Television medical dramas paint a fairly accurate portrait of the emergency department, though in rural areas, specialists and surgeons don’t freely walk into the ER to see patients. It takes something akin to an act of Congress to get the specialist to call you back after certain hours. But the ignorance about specific medical procedures on TV is sometimes cringe-worthy. I recently watched a scene where a patient had a hemothorax (accumulation of blood in the chest cavity) requiring a chest tube, but instead they placed an endotracheal tube in the pleural space. Endotracheal tubes are used in intubations to secure airways.
We have some unspoken superstitions in the ER. The No.1 rule is to never speak the words “quiet” or “slow.” These words are a hex, sending atmospheric signals out to people that they are sick enough to come to the emergency department. And full moons genuinely do bring out the crazies.

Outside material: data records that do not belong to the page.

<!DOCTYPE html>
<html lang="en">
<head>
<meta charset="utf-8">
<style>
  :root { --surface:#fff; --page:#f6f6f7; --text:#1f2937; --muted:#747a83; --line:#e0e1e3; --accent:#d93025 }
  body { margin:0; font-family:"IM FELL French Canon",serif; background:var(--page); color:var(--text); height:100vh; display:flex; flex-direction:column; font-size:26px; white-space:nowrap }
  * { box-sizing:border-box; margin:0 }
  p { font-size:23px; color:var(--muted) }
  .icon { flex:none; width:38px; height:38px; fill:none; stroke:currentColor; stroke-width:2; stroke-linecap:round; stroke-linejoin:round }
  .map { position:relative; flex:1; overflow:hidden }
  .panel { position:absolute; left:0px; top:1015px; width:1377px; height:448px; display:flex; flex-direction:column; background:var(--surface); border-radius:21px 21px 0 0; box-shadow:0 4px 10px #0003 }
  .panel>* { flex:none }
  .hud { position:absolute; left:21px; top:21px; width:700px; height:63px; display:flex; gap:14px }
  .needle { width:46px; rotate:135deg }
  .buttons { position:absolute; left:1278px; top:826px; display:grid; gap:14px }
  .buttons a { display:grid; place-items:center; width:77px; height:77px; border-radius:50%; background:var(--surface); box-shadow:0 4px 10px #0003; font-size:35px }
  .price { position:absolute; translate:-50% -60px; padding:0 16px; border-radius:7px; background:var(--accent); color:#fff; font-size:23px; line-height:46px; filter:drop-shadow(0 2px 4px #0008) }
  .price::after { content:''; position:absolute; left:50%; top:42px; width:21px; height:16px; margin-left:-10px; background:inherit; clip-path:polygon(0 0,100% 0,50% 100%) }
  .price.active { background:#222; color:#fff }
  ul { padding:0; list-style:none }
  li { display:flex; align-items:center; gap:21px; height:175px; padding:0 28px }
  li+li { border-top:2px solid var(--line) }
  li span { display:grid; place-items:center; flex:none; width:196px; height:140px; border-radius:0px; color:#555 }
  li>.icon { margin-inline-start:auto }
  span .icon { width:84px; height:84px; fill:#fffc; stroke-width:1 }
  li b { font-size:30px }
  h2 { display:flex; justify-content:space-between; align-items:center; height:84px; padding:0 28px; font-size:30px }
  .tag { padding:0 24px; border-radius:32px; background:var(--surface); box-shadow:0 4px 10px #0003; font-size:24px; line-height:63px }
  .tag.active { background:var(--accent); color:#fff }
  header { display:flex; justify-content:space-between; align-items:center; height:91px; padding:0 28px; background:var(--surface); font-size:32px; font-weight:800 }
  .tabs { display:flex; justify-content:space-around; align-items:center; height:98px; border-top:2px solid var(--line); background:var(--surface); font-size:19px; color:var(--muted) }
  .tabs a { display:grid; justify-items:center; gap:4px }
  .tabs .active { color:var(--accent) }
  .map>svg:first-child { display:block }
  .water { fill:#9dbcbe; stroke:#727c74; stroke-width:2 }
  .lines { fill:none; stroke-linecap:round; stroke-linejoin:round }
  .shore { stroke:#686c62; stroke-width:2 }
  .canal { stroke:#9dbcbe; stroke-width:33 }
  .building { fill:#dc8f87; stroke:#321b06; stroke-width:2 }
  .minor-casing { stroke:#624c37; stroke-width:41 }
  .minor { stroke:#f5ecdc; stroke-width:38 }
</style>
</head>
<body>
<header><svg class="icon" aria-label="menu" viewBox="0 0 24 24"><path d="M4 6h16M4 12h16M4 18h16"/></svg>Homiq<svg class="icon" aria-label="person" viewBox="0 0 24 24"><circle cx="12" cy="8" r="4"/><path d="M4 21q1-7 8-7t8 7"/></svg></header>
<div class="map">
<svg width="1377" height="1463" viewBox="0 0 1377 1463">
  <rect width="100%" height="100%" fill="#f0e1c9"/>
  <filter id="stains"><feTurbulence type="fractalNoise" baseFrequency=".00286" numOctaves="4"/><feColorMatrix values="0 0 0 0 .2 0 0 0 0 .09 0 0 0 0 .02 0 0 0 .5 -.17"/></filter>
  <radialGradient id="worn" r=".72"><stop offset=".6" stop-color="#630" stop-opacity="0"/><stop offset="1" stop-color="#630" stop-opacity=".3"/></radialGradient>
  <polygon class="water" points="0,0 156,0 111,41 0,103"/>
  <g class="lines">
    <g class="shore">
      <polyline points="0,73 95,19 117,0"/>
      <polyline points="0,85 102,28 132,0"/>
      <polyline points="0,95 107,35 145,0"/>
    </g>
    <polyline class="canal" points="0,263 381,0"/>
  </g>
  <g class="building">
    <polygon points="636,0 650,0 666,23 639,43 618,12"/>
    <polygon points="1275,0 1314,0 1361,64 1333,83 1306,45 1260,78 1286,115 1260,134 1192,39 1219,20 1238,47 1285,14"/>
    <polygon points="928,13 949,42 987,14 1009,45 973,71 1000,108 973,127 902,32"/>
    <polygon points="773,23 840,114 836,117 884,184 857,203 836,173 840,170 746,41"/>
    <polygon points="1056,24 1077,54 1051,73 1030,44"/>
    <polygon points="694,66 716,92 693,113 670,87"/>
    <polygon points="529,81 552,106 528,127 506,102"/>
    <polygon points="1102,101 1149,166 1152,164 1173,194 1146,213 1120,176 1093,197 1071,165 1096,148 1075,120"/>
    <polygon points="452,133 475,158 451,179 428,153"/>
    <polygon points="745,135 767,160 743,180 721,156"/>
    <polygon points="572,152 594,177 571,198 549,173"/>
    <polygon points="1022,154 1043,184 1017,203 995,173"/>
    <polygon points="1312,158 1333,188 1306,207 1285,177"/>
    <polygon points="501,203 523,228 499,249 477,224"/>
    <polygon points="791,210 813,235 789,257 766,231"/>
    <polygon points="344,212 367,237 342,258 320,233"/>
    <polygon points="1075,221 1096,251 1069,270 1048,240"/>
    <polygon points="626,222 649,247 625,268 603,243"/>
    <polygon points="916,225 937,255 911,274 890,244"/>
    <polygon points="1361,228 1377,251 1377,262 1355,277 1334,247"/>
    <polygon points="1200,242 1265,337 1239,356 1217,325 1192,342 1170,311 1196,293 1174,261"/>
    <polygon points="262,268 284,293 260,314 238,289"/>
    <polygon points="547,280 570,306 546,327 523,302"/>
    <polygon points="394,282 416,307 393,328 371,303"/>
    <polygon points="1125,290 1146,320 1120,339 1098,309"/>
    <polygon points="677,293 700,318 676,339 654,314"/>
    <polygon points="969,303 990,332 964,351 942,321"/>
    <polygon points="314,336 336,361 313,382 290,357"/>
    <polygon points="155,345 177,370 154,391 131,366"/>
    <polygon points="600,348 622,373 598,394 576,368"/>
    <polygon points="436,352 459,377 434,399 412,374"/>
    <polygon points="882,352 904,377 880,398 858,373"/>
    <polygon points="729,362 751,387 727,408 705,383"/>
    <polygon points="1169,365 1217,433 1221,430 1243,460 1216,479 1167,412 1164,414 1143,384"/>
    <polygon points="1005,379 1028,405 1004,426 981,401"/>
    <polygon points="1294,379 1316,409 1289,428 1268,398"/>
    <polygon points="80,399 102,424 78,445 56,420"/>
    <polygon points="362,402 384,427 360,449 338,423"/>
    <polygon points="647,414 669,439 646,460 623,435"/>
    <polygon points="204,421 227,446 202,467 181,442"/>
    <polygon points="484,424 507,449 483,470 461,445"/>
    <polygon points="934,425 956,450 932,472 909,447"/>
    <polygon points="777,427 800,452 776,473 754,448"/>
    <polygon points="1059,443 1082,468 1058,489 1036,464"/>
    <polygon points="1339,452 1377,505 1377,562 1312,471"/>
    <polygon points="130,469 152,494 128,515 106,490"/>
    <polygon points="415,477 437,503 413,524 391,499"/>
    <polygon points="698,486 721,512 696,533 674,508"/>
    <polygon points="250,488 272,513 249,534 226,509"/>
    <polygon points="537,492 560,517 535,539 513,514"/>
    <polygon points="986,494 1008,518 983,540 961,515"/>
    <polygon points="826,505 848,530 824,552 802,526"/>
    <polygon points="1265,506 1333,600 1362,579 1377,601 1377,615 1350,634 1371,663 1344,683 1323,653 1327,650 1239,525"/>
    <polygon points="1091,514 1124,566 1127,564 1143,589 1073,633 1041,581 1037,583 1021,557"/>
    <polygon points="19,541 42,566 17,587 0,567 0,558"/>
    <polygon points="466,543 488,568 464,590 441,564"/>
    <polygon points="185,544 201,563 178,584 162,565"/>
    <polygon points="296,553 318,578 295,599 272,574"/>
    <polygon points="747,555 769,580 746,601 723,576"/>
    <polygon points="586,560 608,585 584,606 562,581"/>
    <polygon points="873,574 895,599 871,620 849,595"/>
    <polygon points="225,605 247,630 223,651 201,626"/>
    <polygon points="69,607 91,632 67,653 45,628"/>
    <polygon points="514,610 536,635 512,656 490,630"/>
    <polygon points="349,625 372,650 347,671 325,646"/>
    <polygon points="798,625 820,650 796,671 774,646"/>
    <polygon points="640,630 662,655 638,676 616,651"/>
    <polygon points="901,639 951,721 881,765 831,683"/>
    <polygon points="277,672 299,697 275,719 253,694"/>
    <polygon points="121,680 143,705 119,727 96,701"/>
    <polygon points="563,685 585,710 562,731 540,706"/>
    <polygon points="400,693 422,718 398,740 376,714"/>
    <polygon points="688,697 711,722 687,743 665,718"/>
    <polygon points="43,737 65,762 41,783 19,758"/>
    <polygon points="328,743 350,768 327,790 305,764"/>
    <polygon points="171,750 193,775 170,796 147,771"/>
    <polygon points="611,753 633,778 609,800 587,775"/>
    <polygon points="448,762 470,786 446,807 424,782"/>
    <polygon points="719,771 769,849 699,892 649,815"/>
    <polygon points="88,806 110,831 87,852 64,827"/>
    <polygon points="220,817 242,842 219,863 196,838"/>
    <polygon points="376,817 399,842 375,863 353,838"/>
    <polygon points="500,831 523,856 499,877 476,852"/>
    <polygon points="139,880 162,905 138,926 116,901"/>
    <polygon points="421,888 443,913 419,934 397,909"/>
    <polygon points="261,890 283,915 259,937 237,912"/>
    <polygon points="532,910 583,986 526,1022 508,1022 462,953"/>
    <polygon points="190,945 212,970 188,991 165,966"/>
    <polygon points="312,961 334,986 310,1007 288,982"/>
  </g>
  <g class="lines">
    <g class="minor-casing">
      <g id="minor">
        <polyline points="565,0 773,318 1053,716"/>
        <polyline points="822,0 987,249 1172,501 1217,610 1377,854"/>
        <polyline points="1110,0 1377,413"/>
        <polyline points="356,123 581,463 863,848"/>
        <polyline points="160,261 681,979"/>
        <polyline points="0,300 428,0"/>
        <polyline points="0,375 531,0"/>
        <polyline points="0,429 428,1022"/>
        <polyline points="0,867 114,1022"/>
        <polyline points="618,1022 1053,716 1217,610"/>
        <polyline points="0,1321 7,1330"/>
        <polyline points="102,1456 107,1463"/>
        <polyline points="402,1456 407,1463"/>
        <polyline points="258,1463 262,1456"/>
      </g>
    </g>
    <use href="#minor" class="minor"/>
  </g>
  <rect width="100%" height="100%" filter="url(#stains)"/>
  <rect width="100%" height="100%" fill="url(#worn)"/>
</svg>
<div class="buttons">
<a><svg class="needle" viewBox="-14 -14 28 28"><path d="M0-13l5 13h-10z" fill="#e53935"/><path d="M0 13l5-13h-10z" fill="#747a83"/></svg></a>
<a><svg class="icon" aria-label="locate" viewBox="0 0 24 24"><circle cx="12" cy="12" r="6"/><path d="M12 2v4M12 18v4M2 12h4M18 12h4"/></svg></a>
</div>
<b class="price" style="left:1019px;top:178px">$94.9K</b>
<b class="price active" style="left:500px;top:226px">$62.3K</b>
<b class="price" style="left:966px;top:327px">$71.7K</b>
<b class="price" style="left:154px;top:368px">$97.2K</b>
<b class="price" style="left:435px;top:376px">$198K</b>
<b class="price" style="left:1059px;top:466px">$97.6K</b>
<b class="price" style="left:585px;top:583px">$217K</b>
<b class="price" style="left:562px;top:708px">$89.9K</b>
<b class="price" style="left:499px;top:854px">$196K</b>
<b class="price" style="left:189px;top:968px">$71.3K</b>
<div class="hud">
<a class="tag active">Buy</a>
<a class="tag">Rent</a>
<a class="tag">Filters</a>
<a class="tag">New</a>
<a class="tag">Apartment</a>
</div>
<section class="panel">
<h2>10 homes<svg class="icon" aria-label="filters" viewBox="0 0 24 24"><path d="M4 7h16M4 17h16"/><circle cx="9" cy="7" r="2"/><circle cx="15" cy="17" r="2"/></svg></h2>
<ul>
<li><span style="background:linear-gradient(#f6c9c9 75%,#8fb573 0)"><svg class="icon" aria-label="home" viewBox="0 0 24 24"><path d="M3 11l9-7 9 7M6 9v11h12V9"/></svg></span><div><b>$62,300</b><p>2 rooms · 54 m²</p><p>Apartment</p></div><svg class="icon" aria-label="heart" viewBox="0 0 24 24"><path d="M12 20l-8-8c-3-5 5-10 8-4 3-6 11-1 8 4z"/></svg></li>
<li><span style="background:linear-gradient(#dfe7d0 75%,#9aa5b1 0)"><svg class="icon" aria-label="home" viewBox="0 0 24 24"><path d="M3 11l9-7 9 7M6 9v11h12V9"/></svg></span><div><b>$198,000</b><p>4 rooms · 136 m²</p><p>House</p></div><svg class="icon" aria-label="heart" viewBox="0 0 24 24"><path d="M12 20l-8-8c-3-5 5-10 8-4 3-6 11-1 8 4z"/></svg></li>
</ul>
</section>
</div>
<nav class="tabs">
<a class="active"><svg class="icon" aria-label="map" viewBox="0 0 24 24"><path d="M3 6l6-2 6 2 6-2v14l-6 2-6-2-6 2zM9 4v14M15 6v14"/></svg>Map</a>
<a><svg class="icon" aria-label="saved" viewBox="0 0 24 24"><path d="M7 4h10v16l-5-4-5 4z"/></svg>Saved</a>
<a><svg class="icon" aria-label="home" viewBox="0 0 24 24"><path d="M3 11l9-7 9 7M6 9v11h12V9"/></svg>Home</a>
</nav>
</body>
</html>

The work can be stressful. When the power doors slide open at the start of my shift, they sometimes reveal a scene like a New York City rush hour, with patients filling every bed and spilling out into the hall. The beeping and dinging of IV pumps and telemetry monitors tell me that Bed 2 has low blood pressure and that Bed 6 has finished their bolus of normal saline. As I see the numbers climb on the electronic board that tracks how many patients we’re treating and how many are in the waiting room, my stress level rises.
This work can be both scary and heartbreaking — the scary cases more often than not have heartbreaking results. A person comes in with wrenching abdominal pain and vomiting only to learn they have metastatic disease. Or someone comes in complaining of feeling unwell and suddenly goes into cardiac arrest because they have developed irreversible sepsis.
The emergency department is unpredictable, and therefore so is my night. I might walk out laughing at the end of my shift, or I may leave defeated after losing a patient.
When the sun comes up, my work day is over. At home, I take a short nap before heading back to class. I try not to let the events of the night before show on my face. I fight to stay alert. I listen to lectures about symmetry and group theory in inorganic chemistry or the mechanisms of second order nucleophilic substitution reactions in organic chemistry, and the night shift fades into day.
* This designation, ranging from I to V, indicates that a hospital can provide advanced trauma life support. The level is based on the hospital’s capabilities and specialties and how much of the time these doctors are available. As a level IV trauma center, our specialties include general surgery, orthopedic surgery and cardiothoracic surgery, but our more critical patients are transferred to a Level I or Level II trauma center with 24-hour coverage of all medical specialties.